======== MATERIALS PROVIDED

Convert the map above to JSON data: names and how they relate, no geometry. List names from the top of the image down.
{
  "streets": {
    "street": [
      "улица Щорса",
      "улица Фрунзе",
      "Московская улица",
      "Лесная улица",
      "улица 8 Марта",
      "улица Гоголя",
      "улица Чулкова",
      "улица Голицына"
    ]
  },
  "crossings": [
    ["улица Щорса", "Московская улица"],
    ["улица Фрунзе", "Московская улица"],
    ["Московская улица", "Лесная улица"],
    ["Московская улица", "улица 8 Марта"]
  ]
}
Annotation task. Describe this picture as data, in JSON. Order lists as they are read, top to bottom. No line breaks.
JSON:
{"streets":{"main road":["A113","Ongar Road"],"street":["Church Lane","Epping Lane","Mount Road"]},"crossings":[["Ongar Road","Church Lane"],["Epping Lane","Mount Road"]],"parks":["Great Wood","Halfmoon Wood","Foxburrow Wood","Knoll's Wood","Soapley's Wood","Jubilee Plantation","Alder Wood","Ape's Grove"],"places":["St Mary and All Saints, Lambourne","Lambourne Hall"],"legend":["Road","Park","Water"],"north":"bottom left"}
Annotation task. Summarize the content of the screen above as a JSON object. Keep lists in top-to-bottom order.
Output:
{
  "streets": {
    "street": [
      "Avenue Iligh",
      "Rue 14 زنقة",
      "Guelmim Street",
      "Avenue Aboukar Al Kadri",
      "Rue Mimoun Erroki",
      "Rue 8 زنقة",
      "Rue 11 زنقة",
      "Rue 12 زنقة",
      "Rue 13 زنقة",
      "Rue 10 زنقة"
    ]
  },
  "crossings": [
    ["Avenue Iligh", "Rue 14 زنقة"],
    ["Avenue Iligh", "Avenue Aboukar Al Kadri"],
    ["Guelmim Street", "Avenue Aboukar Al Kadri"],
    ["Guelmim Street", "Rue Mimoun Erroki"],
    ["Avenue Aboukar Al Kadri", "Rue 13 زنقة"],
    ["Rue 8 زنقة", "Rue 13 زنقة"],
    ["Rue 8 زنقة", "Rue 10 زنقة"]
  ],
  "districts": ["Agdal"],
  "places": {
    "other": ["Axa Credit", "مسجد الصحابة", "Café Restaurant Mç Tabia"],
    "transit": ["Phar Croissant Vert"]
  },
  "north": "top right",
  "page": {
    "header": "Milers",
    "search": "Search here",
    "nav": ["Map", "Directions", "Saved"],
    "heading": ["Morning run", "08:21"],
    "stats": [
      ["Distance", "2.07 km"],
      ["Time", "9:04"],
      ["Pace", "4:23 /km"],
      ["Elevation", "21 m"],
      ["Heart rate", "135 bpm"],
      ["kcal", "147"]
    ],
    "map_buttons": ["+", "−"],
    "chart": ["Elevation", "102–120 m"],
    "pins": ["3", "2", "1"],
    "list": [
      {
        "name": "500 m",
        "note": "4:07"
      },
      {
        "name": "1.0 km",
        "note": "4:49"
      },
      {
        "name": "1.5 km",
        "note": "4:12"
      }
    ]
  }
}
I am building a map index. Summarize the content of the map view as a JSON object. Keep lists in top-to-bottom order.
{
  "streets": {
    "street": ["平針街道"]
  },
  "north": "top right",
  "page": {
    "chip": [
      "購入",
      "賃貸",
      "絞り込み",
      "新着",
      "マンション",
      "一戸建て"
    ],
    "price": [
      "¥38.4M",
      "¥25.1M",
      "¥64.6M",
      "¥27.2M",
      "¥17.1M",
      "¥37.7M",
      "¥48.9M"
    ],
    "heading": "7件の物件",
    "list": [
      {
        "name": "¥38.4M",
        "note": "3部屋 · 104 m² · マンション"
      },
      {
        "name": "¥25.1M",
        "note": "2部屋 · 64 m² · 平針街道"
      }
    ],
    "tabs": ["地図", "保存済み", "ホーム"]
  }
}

================

TASK TO COMPLETE
If a line falls between the first line of the records and the line containing "Annotation task. Summarize", inclusive, repeat it exactly; leave out all others.

YOUR SOLUTION
Convert the map above to JSON data: names and how they relate, no geometry. List names from the top of the image down.
{
  "streets": {
    "street": [
      "улица Щорса",
      "улица Фрунзе",
      "Московская улица",
      "Лесная улица",
      "улица 8 Марта",
      "улица Гоголя",
      "улица Чулкова",
      "улица Голицына"
    ]
  },
  "crossings": [
    ["улица Щорса", "Московская улица"],
    ["улица Фрунзе", "Московская улица"],
    ["Московская улица", "Лесная улица"],
    ["Московская улица", "улица 8 Марта"]
  ]
}
Annotation task. Describe this picture as data, in JSON. Order lists as they are read, top to bottom. No line breaks.
JSON:
{"streets":{"main road":["A113","Ongar Road"],"street":["Church Lane","Epping Lane","Mount Road"]},"crossings":[["Ongar Road","Church Lane"],["Epping Lane","Mount Road"]],"parks":["Great Wood","Halfmoon Wood","Foxburrow Wood","Knoll's Wood","Soapley's Wood","Jubilee Plantation","Alder Wood","Ape's Grove"],"places":["St Mary and All Saints, Lambourne","Lambourne Hall"],"legend":["Road","Park","Water"],"north":"bottom left"}
Annotation task. Summarize the content of the screen above as a JSON object. Keep lists in top-to-bottom order.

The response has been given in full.